𝐈𝐈

376 59 142
                                    

Eger bolumun numarasi kalin puntoluysa hazirlikli gelin canlarim

ya smut vardir ya olmasi gerektiginden baya agirdir.





























(...)

İnanamayarak  geri sordum, "Ne yapmış dedin?"

"Tüm okuldaki öğrencileri öldürmüş. Müdire de dahil. Kaçabilen tek öğrenci de merkezi aradı."

"Chan, bunun benimle ne alakası var?"

"Psikiyatrist değil misin be Minho! Öldürelim mi o öğrenciyi orada?"

Çıkıştım, "Gerekiyorsa evet. Üzgünüm ama katillerle ilgilenmiyorum." Tam telefonu kapatacakken "Dur," dedi. "Görevlendirmen var unuttun mu? Gelmek zorundasın acele et. 5 dakikaya merkezden araba varacakmış." Ardından yüzüme kapattı.

Günün yorgunluğunu atmak yerine 'seri katil' ile uğraşacak olmam içimi titretse de orada yalnız olmayacağım gerçeği bir nebze olsun rahatlatmıştı beni.

Elimi masaya vurarak kalkıp kapının yanındaki askılığa doğru yürüdüm. Yine de korkuyordum. Ya birden öne atılıp bıçaklarsa? Hayır Minho, kötüyü anmamalısın. Yoksa peşinden gelir.

Koyu kahverengi kabanımı giyip odanın ışığını kapatmamın ardından hızlı bir şekilde merdivenlerden indim. Sekretere bile bakmadan dışarı çıktığımda duyduğum korna sesiyle bakışlarımı o yöne çevirdim. Konuşmanın üzerinden daha 2 dakika bile tam geçmemesine rağmen merkezden araba gelmişti. Sağıma ve soluma bakıp karşıya geçtim. Ardından camı açan Seungmin'le durdum. "Ön boş gel"

Arabanın arkasından dolaşıp ön koltuğa geçtim. Kapıyı sert bir şekilde kapatıp emniyet kemerimi takarken vitesi değiştiriyordu. "Saat akşam 6 ve yeni seanstan çıktım.
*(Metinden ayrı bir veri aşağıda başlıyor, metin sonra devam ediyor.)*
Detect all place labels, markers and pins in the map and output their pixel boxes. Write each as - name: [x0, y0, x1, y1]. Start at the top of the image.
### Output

Eve gidip uyuyacaktım. Çok sinir bozucu bir şey."

"İyi yönünden bak. Maaşına zam yapılır." dedi arabayı hareket ettirirken.

İç çekip başka bir şey sordum, "Hangi okul? Lise mi?"
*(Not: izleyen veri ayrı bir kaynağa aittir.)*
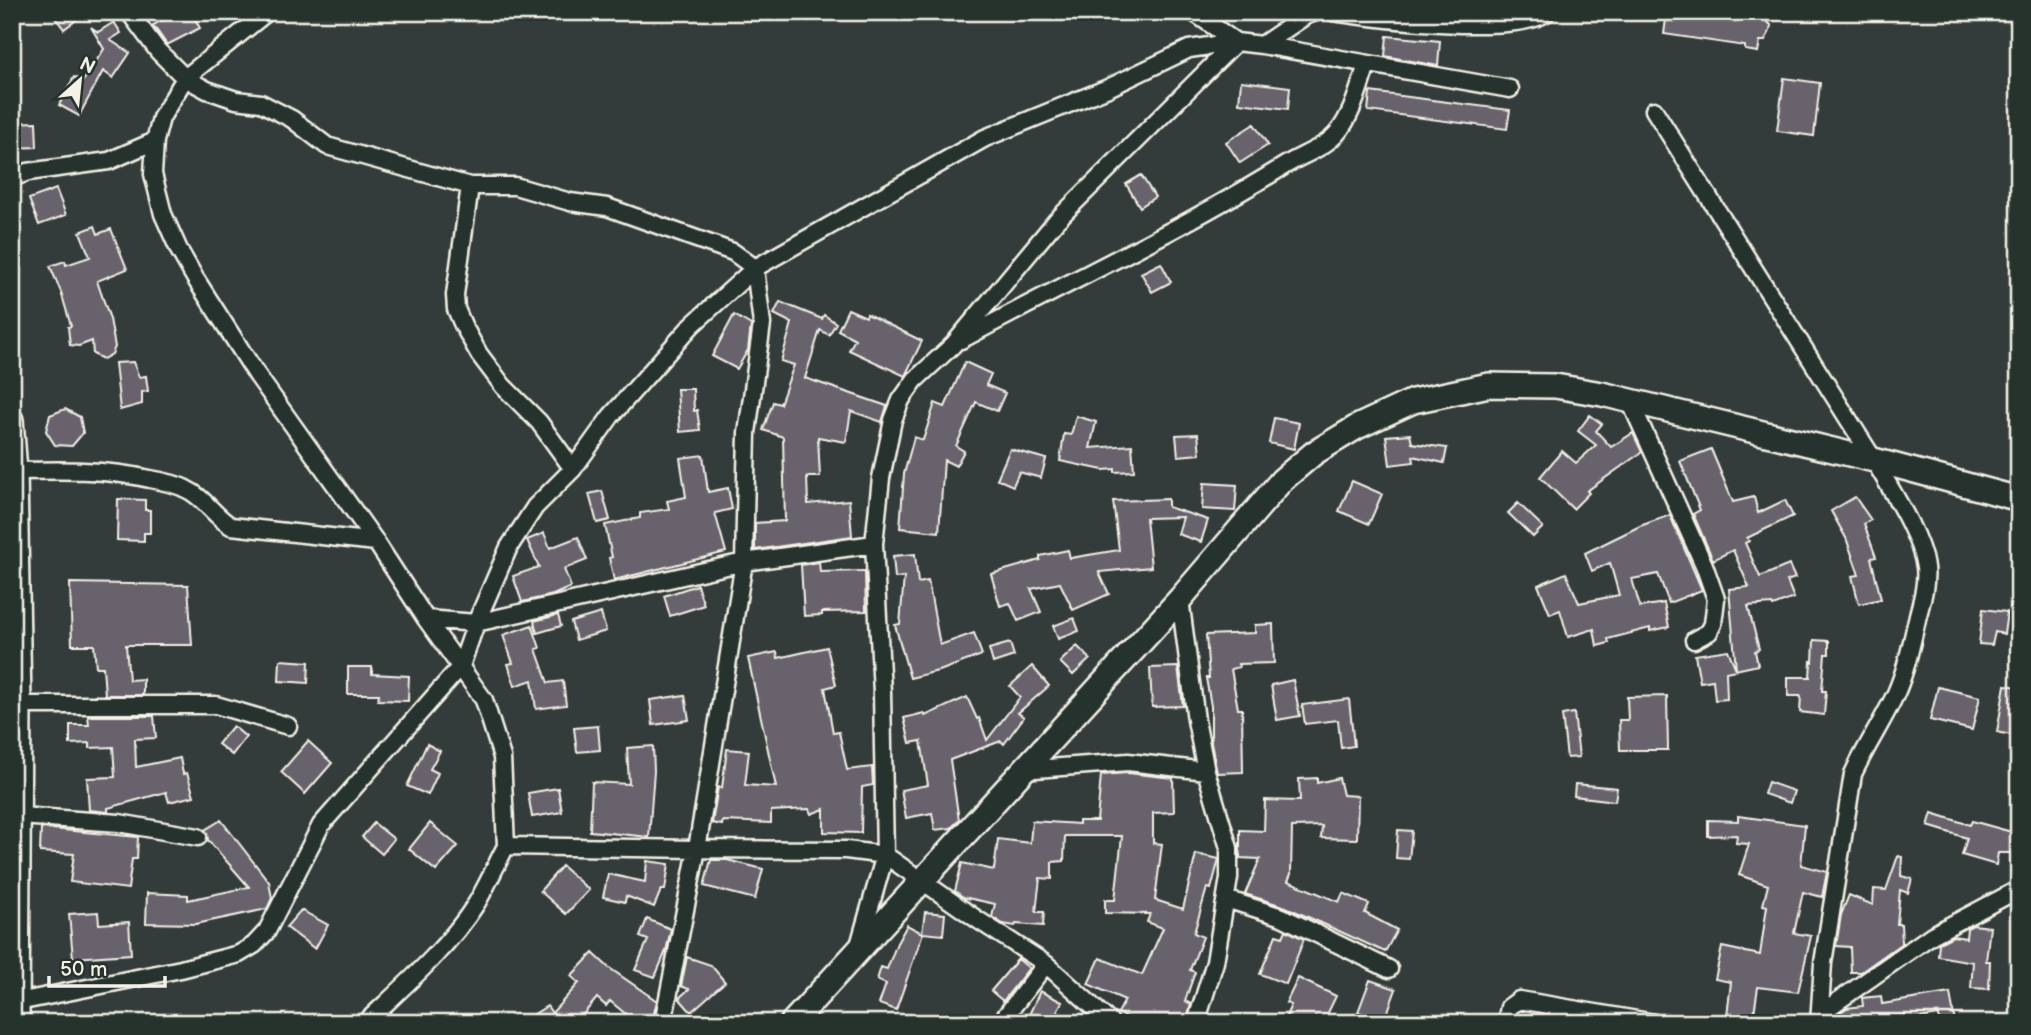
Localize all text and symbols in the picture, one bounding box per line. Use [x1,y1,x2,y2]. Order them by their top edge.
north arrow [46,46,116,116]
text: N [75,53,99,80]
scale bar [49,944,164,988]
text: 50 m [60,957,107,982]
"Hayır üniversite. Yonsei Üniversitesi." Anladığımı göstermek için başımı salladım. "Esir tuttuğu çocuğu da öldürmüştür çoktan." Dikiz aynasına bakarken direksiyonu ters yönde çevirmeye başladı. Bir yandan da cevap verdi, "Bana da öyle geliyor. Yanımda fazladan gaz maskesi aldım bagajda. Buram buram ceset kokuyordur."
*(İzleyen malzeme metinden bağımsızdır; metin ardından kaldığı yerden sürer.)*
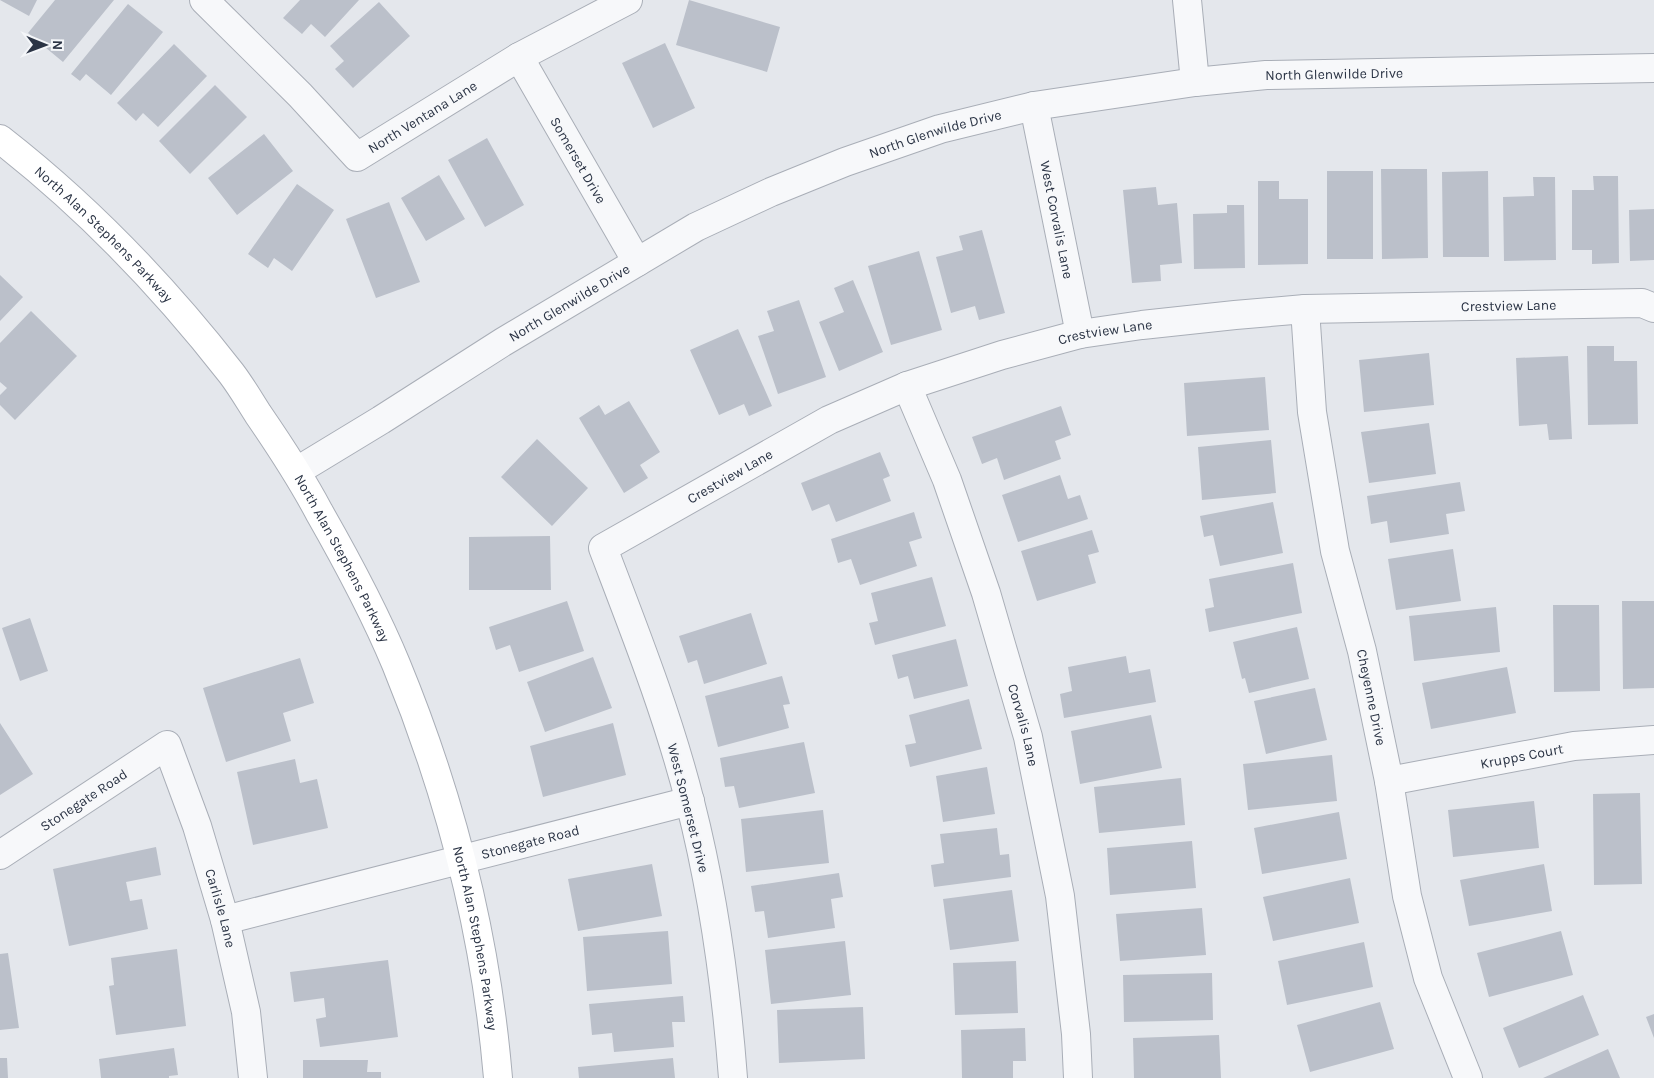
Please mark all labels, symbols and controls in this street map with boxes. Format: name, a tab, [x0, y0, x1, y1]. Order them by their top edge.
north arrow	[20, 20, 70, 70]
text: N	[49, 40, 66, 50]
street label: North Glenwilde Drive	[1265, 64, 1403, 84]
street label: North Ventana Lane	[365, 77, 480, 157]
street label: North Glenwilde Drive	[867, 106, 1003, 162]
street label: Somerset Drive	[547, 114, 610, 207]
street label: West Corvalis Lane	[1037, 159, 1077, 280]
street label: North Alan Stephens Parkway	[31, 162, 177, 306]
street label: North Glenwilde Drive	[506, 260, 633, 345]
street label: Crestview Lane	[1461, 296, 1556, 315]
street label: Crestview Lane	[1056, 315, 1153, 348]
street label: Crestview Lane	[684, 445, 775, 507]
street label: North Alan Stephens Parkway	[291, 471, 394, 645]
street label: Cheyenne Drive	[1353, 648, 1390, 747]
street label: Corvalis Lane	[1004, 682, 1042, 768]
street label: Krupps Court	[1479, 740, 1565, 772]
street label: West Somerset Drive	[664, 742, 712, 874]
street label: Stonegate Road	[37, 765, 130, 835]
street label: Stonegate Road	[479, 821, 581, 863]
street label: North Alan Stephens Parkway	[449, 844, 502, 1032]
street label: Carlisle Lane	[202, 867, 240, 949]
"İçeri mümkünse adımımı atmayacağım."

Kıkırdadı, "Niye lan korktun mu?"

Göz devirdim, "Sanki sen hiç korkmuyorsun baksana elin ayağın titriyor nasıl süreceksin?"

"Bu psikolog tavırların da çok oldu ha."

🌀

"Buldum seni!" dedi yerde sürüdüğü satırını önüne alırken. "Benden niye kaçıyorsun sevgilim! Biz birbirimizi çok seviyoruz!"

Duraksadı. Nefesi hızlanırken gözlerini başka yere odaklayıp "Bunu yapmamalıydın, o sinirlendi! Sen onu sinirlendirdin!" diye bağırmaya başladı.

Oysa daha saniyeler önce mutlu bir ses tonuyla konuşmuştu.

Karşısındaki genç kurtulmaya bu kadar yaklaşmışken ölmeye niyeti var gibi gözükmüyordu. 

Bir zamanlar o ağaçlar yaprak döküyordu ve güzel okulun bahçesini süslüyordu. Şimdi süsleyen şey sadece kanlar ve cesetlerdi.